→ **Data to examine**
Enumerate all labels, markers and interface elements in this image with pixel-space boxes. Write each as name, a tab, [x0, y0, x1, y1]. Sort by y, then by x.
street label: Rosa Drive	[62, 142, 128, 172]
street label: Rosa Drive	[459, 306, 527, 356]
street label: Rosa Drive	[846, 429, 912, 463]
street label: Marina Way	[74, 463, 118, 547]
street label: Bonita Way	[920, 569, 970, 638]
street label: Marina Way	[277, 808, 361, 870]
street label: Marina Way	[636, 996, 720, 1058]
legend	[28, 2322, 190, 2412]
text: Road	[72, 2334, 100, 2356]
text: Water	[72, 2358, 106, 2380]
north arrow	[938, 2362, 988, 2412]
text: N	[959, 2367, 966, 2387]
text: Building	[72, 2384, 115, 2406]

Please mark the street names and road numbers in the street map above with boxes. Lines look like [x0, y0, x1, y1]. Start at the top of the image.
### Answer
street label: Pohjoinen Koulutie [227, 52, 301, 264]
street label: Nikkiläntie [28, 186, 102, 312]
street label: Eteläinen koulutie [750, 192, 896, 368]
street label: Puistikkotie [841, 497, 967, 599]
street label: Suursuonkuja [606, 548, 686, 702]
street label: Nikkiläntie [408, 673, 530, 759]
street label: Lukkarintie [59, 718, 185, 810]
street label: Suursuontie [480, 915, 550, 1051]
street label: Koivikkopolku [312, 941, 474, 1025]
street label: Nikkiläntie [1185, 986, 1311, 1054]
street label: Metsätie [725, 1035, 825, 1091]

→ **Assignment**
Retype all of the records so that every line matches the original exactly.

→ **Expected output**
Enumerate all labels, markers and interface elements in this image with pixel-space boxes. Write each as name, a tab, [x0, y0, x1, y1]. Sort by y, then by x.
street label: Rosa Drive	[62, 142, 128, 172]
street label: Rosa Drive	[459, 306, 527, 356]
street label: Rosa Drive	[846, 429, 912, 463]
street label: Marina Way	[74, 463, 118, 547]
street label: Bonita Way	[920, 569, 970, 638]
street label: Marina Way	[277, 808, 361, 870]
street label: Marina Way	[636, 996, 720, 1058]
legend	[28, 2322, 190, 2412]
text: Road	[72, 2334, 100, 2356]
text: Water	[72, 2358, 106, 2380]
north arrow	[938, 2362, 988, 2412]
text: N	[959, 2367, 966, 2387]
text: Building	[72, 2384, 115, 2406]

Please mark the street names and road numbers in the street map above with boxes. Lines look like [x0, y0, x1, y1]. Start at the top of the image.
### Answer
street label: Pohjoinen Koulutie [227, 52, 301, 264]
street label: Nikkiläntie [28, 186, 102, 312]
street label: Eteläinen koulutie [750, 192, 896, 368]
street label: Puistikkotie [841, 497, 967, 599]
street label: Suursuonkuja [606, 548, 686, 702]
street label: Nikkiläntie [408, 673, 530, 759]
street label: Lukkarintie [59, 718, 185, 810]
street label: Suursuontie [480, 915, 550, 1051]
street label: Koivikkopolku [312, 941, 474, 1025]
street label: Nikkiläntie [1185, 986, 1311, 1054]
street label: Metsätie [725, 1035, 825, 1091]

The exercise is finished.